President Ramaphosa’s message was read by Tshepo Moto of the University of Pretoria.

“His untimely departure is made more poignant by the fact that he succumbed to the greatest threat in living memory to public health around the world as a time when medical schemes are integral to our efforts to secure equitable access to care for unprecedented numbers of affected persons.”

“We will treasure his lifelong commitment for a better life for South Africans and his most recent legacy of leading the council for medical schemes as we prepare to transform our country through the National Health Insurance.”

The Council for Medical Schemes says its chairperson Dr Mini advocated that COVID-19 be included as one of the Prescribed Minimum Benefits or PMBs just before his death from the very same disease.

PMBs are basically a list of illnesses that should be covered by medical aid schemes regardless of the benefit option members selected.

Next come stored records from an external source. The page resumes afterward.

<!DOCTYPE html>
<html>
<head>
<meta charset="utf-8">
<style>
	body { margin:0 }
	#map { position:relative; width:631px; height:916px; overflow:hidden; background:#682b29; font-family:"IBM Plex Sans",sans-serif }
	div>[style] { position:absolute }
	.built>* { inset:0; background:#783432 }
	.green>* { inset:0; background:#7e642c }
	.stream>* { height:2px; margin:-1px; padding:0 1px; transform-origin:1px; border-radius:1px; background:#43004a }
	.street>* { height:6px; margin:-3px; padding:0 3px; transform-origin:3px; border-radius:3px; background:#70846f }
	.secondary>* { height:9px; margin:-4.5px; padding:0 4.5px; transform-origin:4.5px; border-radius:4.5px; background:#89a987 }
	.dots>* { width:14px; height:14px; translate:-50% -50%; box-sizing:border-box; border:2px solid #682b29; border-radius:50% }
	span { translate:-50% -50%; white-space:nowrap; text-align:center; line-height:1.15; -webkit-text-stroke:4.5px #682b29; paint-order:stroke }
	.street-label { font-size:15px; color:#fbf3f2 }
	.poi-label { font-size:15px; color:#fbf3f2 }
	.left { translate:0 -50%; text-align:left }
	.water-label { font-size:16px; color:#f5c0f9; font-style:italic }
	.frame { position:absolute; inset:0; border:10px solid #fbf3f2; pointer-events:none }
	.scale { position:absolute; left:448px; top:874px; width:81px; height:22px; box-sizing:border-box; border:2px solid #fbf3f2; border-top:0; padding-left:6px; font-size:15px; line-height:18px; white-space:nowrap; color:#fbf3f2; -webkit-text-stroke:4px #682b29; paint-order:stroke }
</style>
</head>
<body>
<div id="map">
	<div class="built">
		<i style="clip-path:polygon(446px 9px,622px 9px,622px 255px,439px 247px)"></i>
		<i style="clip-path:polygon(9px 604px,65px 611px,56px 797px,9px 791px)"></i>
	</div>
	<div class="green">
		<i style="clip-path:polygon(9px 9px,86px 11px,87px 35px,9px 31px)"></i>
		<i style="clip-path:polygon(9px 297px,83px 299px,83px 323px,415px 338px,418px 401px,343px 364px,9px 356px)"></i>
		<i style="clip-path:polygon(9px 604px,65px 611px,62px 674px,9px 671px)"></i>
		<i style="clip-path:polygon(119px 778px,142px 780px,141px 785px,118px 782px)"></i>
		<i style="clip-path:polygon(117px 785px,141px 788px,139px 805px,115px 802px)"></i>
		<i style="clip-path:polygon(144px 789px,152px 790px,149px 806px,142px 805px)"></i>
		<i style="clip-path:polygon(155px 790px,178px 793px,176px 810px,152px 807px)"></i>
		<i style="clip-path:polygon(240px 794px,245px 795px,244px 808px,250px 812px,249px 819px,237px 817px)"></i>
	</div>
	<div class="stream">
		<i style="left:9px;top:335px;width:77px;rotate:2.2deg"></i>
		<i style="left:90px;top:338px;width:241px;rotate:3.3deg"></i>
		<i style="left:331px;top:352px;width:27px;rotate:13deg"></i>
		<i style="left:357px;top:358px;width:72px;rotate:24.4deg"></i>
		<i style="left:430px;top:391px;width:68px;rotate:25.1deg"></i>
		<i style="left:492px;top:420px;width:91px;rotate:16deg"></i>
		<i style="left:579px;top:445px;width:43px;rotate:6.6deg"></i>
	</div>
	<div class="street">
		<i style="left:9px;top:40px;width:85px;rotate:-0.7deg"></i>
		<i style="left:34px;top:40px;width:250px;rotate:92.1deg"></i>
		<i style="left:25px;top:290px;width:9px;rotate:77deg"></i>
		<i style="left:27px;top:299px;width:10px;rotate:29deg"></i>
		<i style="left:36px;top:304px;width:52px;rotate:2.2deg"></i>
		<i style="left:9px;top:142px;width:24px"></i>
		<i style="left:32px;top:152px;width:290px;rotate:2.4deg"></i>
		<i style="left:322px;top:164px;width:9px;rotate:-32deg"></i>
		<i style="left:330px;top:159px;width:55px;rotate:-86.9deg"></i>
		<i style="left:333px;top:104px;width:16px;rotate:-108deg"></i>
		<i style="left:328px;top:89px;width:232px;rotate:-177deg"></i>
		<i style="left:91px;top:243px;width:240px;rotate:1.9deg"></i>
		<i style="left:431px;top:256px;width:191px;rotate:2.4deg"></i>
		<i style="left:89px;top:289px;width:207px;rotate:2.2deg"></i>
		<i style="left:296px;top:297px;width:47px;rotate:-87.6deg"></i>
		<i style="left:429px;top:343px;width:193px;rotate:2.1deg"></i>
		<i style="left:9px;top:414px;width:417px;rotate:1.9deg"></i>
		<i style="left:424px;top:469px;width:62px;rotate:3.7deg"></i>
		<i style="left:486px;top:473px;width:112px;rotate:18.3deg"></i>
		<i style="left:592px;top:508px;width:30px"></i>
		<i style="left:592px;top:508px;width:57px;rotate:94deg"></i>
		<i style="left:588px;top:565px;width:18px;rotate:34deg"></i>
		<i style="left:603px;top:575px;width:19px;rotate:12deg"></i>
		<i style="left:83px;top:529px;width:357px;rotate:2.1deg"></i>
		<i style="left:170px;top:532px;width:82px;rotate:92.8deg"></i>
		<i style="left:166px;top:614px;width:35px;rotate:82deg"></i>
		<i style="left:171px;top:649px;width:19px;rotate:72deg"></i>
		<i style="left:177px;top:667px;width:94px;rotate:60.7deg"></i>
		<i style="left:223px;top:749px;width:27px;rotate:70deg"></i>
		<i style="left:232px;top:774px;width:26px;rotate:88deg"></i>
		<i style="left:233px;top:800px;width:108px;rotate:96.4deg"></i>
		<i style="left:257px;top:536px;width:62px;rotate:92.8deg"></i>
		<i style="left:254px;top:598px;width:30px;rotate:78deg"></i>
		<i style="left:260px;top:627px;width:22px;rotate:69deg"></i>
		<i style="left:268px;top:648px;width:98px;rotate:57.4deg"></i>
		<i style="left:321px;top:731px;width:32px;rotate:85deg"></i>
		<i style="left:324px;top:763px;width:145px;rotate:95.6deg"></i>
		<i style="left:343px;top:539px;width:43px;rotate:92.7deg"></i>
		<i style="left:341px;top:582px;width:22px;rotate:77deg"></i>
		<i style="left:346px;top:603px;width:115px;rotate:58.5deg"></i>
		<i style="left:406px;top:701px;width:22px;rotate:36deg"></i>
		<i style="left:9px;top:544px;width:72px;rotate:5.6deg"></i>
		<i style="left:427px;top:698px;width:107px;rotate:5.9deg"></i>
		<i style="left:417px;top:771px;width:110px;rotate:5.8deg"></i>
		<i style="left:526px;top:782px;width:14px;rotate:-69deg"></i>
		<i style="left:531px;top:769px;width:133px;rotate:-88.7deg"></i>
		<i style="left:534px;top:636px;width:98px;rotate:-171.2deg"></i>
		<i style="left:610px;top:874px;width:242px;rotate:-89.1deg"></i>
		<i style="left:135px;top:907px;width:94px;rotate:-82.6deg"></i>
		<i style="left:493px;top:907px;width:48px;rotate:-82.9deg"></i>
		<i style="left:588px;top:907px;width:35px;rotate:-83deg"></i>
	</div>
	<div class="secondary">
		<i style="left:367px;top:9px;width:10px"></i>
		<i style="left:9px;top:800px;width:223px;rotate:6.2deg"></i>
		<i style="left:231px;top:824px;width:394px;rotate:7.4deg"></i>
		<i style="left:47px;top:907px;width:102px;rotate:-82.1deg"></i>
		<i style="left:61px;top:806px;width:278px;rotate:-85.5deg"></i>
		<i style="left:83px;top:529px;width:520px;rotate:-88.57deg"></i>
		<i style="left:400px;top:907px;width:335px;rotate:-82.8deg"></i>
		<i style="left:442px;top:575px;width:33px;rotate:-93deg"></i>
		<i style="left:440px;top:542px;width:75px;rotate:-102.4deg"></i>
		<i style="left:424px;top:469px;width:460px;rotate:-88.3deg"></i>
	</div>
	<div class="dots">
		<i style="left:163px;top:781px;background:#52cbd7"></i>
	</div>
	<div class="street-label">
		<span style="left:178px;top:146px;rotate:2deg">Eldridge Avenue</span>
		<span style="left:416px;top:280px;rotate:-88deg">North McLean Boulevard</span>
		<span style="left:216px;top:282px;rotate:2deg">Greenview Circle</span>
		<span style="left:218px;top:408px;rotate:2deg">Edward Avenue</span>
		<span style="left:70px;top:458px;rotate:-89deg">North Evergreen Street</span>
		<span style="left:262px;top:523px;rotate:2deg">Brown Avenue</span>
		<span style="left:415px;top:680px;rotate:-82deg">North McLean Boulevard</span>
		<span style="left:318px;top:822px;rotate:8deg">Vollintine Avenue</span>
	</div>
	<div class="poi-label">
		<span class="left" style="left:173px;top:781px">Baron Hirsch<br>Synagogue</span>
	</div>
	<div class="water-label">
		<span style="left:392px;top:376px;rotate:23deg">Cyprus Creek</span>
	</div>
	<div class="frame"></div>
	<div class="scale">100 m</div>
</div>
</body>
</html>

He has been remembered as someone who worked hard to deal with fraud, waste and abuse.

An emotional Chief Executive at the council, Doctor Sipho Kabane, says Dr Mini was someone who fought for justice for the vulnerable.

“One of the last actions in terms of the regulations that Dr Mini performed was actually to sign off on a submission that went to the Minister of Health which sought to advise the minister to declare COVID-19 a prescribed minimum benefit and this was before he was infected himself. The regulation has now been passed, so that’s part of the legacy.”